Tiga bulan sudah Hanum menikmati masa cuti lahirannya. Hari ini, dia akan kembali beraktivitas di kantor seperti biasa.
Pagi-pagi sekali, perempuan itu telah mempersiapkan diri. Membereskan rumah, membuat sarapan untuk keluarga dan yang paling utama menyiapkan segala keperluan Zaki.
Dia sudah memompa ASInya banyak-banyak, agar putranya tidak kekurangan asupan selama ditinggal. Mengingat Zaki memang cukup kuat minum dan dia akan menangis kalau sedikit saja merasa kehausan.
"Viz, nanti kakak pulangnya naik ojek saja, kalau enggak pesan taksi. Katanya kamu cuma masuk setengah hari? Tolong langsung pulang ya, takutnya papa kerepotan ngurus Zaki." Pinta Hanum sesaat setelah sampai di depan kantor. Setiap pagi, Harviz akan mengantar kakaknya terlebih dahulu sebelum pergi kuliah.
"Tenang saja kak, selesai kuliah Harviz langsung pulang ke rumah." Jawabnya sembari berpamitan keluar dari gedung kantor sang kakak.
"Hati-hati di jalan!"
"Siap bos!"
Sebenarnya, cukup berat meninggalkan Zaki di rumah. Apalagi hanya dijaga oleh Rifandi. Tapi Tika sempat bilang, bahwa dia akan sering berkunjung ke rumah untuk membantu Rifandi mengasuh cucunya.
Tika memang memiliki jam kerja yang tidak terlalu padat. Dia bisa keluar masuk rumah sakit kapan saja. Hanum percaya Zaki pasti terurus. Hanya saja, perasaan ibu mana yang tidak merasa berat jika dihadapkan pada kondisi seperti Hanum sekarang.

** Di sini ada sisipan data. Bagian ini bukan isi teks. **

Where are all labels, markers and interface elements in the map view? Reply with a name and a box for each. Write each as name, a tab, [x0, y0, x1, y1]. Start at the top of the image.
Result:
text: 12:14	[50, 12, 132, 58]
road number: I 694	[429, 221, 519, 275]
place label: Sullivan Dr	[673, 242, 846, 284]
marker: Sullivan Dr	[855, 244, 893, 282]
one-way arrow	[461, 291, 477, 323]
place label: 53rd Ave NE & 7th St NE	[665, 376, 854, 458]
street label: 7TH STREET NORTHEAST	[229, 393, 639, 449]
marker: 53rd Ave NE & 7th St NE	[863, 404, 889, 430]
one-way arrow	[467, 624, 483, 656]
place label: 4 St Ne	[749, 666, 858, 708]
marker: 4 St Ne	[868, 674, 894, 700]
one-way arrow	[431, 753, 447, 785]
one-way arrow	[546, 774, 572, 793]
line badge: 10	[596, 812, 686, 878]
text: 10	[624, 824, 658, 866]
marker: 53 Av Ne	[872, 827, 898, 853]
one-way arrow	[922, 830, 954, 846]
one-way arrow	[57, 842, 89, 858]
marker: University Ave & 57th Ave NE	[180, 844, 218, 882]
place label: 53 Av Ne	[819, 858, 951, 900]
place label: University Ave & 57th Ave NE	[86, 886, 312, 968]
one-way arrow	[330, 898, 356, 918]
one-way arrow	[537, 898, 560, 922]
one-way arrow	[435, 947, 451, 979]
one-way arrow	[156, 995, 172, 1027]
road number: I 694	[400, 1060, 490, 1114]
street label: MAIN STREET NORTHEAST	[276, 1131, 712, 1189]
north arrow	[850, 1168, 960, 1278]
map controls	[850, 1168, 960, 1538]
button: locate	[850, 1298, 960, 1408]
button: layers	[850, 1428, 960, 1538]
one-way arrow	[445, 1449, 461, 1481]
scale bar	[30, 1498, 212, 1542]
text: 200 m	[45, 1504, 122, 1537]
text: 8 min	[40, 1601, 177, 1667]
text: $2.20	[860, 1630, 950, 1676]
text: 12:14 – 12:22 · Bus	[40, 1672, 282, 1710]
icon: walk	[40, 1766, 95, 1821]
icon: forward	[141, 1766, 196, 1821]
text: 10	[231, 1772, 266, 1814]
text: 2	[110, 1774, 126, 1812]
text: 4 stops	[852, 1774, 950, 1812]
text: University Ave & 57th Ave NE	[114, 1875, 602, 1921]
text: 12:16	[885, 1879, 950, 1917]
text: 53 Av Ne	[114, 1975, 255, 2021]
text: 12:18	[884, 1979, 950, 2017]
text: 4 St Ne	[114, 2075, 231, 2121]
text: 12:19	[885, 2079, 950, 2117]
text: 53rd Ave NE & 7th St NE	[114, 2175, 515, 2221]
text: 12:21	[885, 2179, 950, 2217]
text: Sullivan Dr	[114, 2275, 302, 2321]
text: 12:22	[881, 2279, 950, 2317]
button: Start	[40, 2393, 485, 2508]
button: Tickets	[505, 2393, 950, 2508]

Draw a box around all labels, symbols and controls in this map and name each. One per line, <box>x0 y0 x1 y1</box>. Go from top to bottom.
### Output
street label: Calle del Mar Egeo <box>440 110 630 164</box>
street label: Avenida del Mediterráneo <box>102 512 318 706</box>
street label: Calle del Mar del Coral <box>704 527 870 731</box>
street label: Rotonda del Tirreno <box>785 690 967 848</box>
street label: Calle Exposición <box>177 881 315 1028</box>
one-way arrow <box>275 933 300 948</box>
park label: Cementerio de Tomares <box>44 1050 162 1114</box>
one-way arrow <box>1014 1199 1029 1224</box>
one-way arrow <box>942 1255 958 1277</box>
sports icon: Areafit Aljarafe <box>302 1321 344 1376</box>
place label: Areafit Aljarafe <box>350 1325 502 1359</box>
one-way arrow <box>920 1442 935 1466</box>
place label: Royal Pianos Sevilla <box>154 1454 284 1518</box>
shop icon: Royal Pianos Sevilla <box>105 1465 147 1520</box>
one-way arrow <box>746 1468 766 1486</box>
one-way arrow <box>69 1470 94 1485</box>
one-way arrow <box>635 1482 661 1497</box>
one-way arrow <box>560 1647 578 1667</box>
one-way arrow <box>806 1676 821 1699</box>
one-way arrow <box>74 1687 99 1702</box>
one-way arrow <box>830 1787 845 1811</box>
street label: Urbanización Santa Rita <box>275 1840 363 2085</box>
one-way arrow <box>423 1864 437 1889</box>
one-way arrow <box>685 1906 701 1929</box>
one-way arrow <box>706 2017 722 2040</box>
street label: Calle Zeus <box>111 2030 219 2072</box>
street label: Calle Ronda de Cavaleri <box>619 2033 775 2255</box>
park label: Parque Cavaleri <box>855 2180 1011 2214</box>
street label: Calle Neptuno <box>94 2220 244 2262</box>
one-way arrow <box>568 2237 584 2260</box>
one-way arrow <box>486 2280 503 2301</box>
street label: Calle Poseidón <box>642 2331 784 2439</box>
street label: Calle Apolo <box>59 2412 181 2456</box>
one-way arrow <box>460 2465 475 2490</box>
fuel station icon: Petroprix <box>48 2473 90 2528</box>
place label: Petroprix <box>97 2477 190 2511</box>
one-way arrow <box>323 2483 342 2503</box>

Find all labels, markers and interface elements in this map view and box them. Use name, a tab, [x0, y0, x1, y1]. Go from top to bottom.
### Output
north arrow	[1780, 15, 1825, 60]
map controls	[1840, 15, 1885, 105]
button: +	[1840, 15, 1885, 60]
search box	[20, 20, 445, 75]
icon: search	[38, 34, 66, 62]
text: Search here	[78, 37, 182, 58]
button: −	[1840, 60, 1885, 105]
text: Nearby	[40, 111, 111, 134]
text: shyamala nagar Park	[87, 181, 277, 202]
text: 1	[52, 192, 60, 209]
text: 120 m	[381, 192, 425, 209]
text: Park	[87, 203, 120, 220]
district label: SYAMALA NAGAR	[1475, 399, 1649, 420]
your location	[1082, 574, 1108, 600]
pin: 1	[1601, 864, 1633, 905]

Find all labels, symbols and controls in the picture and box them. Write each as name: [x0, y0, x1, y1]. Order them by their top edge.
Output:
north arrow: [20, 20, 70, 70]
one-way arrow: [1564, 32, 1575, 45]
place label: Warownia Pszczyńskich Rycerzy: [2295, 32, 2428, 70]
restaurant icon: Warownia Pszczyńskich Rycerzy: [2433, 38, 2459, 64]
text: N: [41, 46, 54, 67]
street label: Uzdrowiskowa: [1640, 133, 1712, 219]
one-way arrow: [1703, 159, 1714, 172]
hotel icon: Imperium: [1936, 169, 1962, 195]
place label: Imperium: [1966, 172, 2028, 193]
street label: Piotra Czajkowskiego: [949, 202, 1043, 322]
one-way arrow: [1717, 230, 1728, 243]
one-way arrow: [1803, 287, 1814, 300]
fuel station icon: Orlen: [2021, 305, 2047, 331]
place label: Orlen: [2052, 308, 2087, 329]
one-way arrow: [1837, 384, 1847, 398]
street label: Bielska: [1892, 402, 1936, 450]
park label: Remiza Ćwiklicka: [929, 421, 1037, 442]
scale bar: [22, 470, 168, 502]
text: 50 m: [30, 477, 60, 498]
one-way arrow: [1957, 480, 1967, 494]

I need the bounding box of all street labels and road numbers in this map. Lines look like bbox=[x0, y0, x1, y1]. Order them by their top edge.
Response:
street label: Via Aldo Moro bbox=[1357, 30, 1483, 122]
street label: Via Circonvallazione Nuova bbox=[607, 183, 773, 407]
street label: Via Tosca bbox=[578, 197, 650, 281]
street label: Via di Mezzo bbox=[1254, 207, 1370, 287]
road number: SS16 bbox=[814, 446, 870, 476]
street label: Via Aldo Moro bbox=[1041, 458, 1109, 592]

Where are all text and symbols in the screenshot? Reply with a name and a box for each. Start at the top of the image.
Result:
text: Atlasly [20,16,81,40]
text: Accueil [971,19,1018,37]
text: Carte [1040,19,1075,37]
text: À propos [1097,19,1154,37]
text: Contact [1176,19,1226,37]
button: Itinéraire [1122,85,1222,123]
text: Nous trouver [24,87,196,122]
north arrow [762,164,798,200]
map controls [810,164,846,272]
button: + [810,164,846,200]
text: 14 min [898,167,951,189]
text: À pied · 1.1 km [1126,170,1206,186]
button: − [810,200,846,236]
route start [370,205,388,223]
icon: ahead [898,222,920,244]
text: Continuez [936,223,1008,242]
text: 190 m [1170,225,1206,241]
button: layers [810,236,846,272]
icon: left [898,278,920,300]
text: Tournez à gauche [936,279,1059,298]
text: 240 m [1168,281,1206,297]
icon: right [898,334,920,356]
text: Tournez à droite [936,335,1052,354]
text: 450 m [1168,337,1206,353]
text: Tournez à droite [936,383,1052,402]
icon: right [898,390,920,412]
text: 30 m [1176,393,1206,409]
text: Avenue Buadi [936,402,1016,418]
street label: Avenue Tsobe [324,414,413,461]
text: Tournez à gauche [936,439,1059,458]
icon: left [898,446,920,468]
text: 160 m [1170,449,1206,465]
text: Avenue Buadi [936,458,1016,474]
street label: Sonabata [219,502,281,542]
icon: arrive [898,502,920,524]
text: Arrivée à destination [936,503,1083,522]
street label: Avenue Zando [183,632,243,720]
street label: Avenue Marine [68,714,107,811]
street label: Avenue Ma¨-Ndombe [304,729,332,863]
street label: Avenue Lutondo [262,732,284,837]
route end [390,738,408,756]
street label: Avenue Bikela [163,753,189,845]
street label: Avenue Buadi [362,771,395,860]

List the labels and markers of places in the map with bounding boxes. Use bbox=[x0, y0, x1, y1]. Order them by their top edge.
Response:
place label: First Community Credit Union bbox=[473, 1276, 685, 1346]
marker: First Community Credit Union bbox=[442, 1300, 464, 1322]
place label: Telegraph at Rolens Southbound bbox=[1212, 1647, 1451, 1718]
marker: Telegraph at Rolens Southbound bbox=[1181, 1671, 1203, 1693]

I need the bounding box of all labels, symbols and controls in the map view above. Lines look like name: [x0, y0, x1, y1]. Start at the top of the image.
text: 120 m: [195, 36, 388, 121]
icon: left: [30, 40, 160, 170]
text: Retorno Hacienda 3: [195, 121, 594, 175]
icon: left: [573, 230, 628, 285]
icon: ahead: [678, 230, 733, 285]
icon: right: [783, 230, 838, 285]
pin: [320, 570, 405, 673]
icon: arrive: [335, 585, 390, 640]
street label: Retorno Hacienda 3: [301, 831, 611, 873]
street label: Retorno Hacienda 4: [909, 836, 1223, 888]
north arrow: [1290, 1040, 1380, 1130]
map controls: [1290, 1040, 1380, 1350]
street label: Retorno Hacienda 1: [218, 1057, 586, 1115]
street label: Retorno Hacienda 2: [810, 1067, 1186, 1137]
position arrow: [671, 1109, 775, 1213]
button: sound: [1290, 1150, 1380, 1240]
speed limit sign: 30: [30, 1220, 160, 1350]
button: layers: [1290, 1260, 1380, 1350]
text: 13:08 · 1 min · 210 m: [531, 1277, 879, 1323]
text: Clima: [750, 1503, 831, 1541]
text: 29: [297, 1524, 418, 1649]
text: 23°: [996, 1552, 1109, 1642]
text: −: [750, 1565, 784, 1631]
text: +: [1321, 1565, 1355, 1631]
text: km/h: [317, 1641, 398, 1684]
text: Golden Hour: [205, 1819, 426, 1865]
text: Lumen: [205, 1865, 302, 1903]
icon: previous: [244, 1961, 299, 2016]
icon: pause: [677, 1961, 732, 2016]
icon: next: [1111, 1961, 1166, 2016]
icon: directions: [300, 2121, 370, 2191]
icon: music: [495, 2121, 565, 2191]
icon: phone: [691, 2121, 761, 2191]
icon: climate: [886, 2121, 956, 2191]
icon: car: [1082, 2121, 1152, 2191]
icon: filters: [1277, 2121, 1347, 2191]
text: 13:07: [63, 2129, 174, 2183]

Wanita yang saat ini resmi berstatus janda itu memilih mendongakkan kepala agar air matanya tidak menetes. Dia harus kuat dan tegar, anaknya butuh masa depan yang baik. Maka dari itu Hanum bertekad untuk bekerja keras demi Zaki.
"Hanum!!" Dia menoleh saat mendapati Rendi melambaikan tangan ke arahnya.
"Mas Rendi?" Ujar Hanum sembari mendekat.
"Apa kabar lo?" Hanum tersenyum.
"Baik mas, mas Rendi gimana?"
"Gue sih baik-baik saja, kerjaan kantor yang agak kelabakan selama nggak ada lo di samping gue!" Hanum terkekeh, dia tahu Rendi sangat suka menggodanya.
"Tenang saja, nanti Hanum bantu beresin!"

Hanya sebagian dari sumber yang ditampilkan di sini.